(Stored items)
======
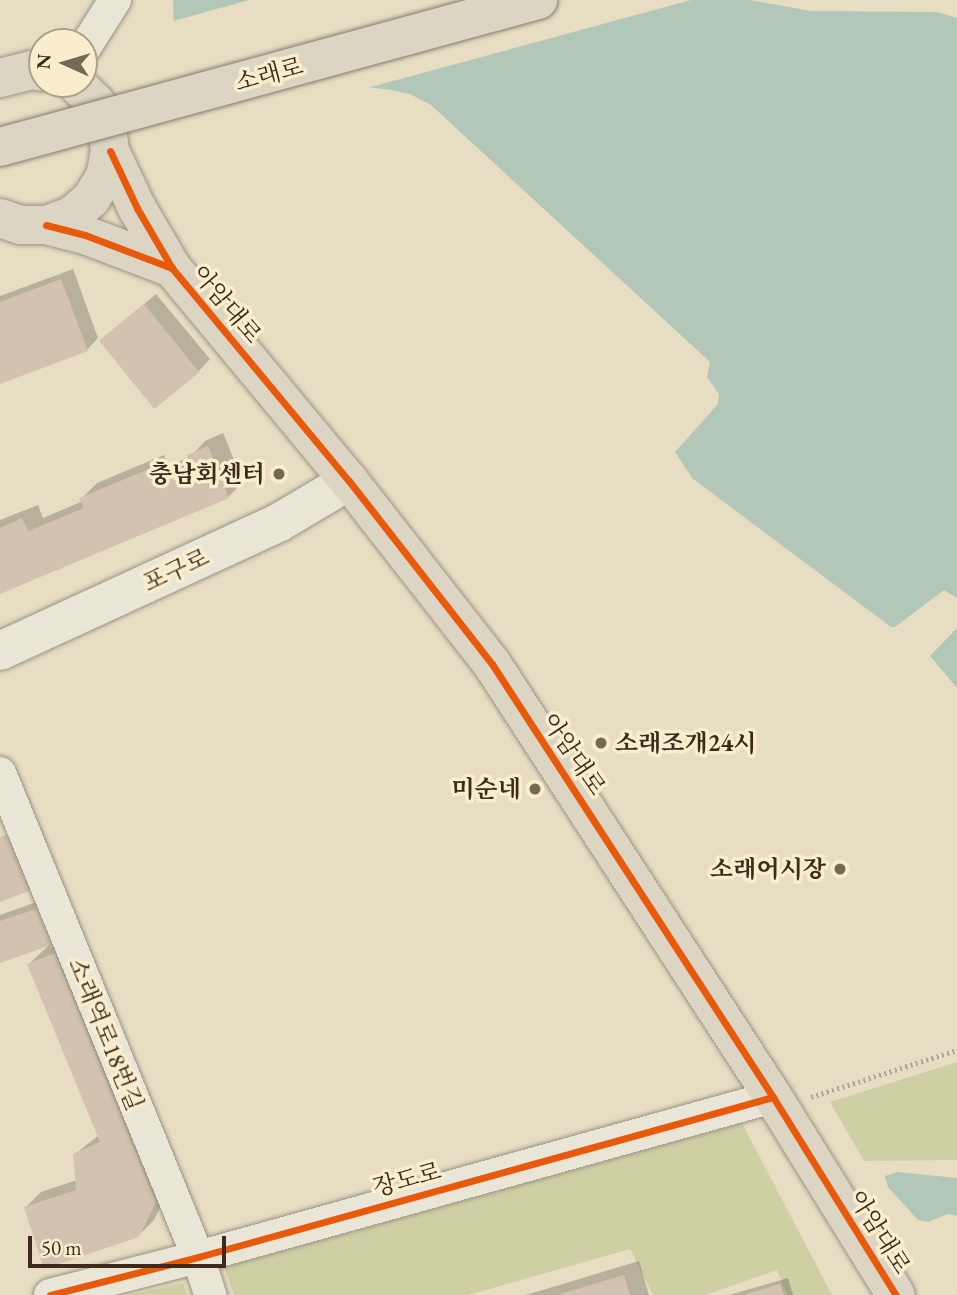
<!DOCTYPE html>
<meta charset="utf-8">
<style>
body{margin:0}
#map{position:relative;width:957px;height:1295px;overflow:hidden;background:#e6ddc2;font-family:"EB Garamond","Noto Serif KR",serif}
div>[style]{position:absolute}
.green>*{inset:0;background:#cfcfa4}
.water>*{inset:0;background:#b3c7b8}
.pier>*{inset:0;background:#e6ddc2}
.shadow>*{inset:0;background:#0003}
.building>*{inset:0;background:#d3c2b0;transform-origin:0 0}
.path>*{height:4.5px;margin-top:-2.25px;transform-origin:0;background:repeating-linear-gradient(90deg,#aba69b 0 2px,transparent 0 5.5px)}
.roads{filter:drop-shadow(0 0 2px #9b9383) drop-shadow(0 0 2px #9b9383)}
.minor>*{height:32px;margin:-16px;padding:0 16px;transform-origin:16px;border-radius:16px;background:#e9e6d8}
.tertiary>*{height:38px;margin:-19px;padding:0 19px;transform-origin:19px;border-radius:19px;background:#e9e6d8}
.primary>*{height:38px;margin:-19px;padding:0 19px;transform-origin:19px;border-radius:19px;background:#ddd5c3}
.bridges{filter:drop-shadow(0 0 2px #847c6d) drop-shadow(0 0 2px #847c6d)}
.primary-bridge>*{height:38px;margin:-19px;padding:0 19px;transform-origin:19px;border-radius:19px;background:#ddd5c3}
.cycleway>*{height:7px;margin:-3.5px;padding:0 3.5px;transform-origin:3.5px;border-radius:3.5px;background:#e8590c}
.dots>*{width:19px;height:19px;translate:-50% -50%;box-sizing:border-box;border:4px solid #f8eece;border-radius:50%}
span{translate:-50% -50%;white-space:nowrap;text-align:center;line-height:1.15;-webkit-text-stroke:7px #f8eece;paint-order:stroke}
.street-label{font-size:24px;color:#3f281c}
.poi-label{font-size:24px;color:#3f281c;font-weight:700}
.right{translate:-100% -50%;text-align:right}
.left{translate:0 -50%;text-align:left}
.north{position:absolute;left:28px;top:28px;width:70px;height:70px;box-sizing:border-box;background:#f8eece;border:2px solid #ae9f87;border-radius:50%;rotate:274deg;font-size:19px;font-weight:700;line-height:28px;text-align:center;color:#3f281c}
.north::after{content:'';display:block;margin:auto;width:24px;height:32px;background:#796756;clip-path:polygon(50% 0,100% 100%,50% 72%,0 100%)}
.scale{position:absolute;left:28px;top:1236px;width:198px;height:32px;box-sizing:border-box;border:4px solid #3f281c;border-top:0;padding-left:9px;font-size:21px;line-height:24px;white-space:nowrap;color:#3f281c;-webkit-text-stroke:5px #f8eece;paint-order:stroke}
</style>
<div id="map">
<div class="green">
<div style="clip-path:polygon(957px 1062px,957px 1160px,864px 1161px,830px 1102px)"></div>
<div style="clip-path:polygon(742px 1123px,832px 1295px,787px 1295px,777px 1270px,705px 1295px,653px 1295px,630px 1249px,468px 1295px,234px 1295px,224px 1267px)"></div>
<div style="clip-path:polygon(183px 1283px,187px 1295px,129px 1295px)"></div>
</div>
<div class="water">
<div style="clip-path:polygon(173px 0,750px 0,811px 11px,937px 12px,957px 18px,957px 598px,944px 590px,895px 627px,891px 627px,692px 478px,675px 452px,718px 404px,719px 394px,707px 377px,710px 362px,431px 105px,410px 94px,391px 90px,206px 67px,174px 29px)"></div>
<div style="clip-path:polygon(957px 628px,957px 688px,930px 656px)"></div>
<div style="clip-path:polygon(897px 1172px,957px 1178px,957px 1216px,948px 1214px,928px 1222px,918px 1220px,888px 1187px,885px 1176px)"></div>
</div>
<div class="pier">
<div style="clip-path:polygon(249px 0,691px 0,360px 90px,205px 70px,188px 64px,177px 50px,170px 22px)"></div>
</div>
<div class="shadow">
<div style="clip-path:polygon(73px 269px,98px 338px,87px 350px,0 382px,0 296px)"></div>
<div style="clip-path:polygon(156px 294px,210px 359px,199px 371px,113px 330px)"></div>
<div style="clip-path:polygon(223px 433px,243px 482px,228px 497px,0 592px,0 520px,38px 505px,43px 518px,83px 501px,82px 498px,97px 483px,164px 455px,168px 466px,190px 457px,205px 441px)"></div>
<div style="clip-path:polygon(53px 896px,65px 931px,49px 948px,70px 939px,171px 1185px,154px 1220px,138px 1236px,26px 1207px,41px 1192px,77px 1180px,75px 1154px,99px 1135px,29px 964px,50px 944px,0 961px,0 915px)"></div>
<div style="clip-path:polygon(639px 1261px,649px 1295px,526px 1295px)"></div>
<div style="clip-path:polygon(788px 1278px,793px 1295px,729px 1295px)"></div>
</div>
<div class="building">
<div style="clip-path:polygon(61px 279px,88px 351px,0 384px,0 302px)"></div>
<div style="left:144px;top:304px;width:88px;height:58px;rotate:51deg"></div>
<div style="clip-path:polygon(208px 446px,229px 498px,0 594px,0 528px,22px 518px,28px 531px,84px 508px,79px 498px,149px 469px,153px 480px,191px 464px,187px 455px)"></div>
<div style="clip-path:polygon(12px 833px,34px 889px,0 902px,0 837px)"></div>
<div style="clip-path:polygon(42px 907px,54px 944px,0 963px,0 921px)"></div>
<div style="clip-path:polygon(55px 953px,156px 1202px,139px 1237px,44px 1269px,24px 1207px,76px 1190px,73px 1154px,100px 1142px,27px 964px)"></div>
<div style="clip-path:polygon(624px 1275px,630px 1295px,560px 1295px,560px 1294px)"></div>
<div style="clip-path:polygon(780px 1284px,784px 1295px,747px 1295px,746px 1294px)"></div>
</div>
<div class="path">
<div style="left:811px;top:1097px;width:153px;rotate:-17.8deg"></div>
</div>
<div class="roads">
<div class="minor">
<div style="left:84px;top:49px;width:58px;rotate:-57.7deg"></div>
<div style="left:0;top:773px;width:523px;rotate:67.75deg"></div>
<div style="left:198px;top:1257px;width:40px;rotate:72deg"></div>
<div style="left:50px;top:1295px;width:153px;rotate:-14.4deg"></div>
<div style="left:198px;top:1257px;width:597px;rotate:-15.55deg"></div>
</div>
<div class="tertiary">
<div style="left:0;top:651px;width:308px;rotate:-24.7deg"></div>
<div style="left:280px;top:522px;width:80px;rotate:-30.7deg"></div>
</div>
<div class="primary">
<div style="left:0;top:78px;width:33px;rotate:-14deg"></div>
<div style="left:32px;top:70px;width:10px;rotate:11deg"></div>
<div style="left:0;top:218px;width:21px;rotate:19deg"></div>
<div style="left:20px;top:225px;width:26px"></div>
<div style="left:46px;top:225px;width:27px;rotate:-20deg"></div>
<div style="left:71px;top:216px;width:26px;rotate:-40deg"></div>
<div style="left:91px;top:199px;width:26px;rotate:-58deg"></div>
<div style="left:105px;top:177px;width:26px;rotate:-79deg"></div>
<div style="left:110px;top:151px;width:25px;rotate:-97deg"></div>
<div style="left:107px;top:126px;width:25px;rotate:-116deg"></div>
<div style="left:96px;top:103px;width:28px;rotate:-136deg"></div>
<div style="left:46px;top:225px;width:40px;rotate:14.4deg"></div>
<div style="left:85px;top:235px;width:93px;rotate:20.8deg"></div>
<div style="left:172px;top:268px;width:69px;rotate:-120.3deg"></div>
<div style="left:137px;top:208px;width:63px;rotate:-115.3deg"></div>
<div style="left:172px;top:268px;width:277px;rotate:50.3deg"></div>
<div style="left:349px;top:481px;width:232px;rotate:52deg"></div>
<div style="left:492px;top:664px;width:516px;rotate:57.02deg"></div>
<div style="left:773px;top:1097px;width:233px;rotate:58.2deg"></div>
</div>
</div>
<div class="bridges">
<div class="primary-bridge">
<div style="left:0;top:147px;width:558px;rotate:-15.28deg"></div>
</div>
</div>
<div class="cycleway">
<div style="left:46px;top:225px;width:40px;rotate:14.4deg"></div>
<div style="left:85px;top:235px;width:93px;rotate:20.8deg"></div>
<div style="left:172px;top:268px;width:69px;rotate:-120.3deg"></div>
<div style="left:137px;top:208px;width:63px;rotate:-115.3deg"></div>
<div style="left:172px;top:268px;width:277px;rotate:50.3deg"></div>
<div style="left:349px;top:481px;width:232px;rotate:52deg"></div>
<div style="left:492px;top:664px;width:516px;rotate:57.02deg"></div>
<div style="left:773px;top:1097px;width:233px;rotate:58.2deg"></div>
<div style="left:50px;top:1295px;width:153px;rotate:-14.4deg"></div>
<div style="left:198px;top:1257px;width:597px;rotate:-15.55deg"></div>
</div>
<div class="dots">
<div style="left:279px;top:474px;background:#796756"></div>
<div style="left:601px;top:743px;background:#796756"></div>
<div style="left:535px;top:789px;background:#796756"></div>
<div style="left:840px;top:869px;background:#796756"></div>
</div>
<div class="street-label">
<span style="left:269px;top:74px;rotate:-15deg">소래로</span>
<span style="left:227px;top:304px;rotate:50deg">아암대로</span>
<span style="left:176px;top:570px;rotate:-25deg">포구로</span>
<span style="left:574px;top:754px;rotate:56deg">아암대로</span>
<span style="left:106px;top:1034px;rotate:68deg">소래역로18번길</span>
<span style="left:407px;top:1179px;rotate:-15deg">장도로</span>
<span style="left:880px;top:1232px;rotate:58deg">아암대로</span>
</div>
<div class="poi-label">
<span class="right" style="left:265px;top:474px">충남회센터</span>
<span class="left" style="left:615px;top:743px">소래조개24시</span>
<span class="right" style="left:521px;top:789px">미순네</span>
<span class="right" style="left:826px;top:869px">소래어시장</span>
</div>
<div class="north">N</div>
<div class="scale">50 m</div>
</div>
======
**Problem details**
What are the lines, exactly as written above, from the line with "2px #9b9383) drop-shadow(0" to the line with "2px #847c6d) drop-shadow(0", both included? Output only those.

**Completed exercise**
.roads{filter:drop-shadow(0 0 2px #9b9383) drop-shadow(0 0 2px #9b9383)}
.minor>*{height:32px;margin:-16px;padding:0 16px;transform-origin:16px;border-radius:16px;background:#e9e6d8}
.tertiary>*{height:38px;margin:-19px;padding:0 19px;transform-origin:19px;border-radius:19px;background:#e9e6d8}
.primary>*{height:38px;margin:-19px;padding:0 19px;transform-origin:19px;border-radius:19px;background:#ddd5c3}
.bridges{filter:drop-shadow(0 0 2px #847c6d) drop-shadow(0 0 2px #847c6d)}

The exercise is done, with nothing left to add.